Nepal book sellers, students hit after 10% duty on books imported from Indiatext_fields
New Delhi/Kathmandu: Even as Indian publishers are grappling with a budget proposal of 5 per cent customs duty on imported books, in close neighbour Nepal, a 10 per cent duty on imported titles has left publishers and booksellers reeling, with students hit badly as Kathmandu imports over 80 per cent of its books from India.
A few days after the Nepal government on May 29 announced a 10 per cent duty on imported books, publishers stopped picking up books at the Nepal customs point in protest and have demanded roll back of the move. With no text books coming in to Nepal, the student community has been affected the most, say publishers.

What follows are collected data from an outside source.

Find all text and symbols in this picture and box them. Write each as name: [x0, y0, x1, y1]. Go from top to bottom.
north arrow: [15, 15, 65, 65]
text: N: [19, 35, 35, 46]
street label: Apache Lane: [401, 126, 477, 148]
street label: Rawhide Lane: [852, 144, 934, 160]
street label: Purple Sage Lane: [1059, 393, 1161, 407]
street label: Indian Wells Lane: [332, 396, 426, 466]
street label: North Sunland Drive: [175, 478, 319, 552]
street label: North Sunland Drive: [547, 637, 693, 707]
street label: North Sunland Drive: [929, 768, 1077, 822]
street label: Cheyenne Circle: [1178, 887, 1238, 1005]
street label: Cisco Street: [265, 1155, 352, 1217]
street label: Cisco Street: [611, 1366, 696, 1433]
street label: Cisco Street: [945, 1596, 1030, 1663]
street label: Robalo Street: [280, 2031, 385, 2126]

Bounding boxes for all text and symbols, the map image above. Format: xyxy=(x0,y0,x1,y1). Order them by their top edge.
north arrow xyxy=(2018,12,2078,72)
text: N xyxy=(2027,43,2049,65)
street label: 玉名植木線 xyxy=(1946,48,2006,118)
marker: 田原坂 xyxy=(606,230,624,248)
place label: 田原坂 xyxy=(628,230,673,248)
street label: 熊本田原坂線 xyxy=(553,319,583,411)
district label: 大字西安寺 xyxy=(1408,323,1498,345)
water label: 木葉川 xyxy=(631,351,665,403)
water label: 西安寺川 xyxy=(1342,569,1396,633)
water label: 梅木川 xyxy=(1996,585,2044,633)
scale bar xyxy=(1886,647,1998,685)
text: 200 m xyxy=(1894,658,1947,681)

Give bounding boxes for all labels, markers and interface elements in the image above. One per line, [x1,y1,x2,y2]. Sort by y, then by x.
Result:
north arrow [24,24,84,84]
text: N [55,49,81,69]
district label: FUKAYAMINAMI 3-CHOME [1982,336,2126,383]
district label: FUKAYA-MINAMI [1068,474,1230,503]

"Around 80-90 per cent of books in Nepal are imported, and most of it from India. Now the students, including those in Classes 10 and 11, are not getting text books on time. The National Booksellers' and Publishers' Association of Nepal (NBPAN) has decided not to import any books in protest. We import 90-95 per cent of academic and text books from India," a noted book seller in Kathmandu told IANS on phone, declining to be named.
According to Madhab Maharjan, Advisor NBPAN and owner of Mandala Book Point in Kathmandu, the 10 per cent customs duty will attract other taxes, like the cost, insurance and freight tax and other charges, further pushing up the price of imported books.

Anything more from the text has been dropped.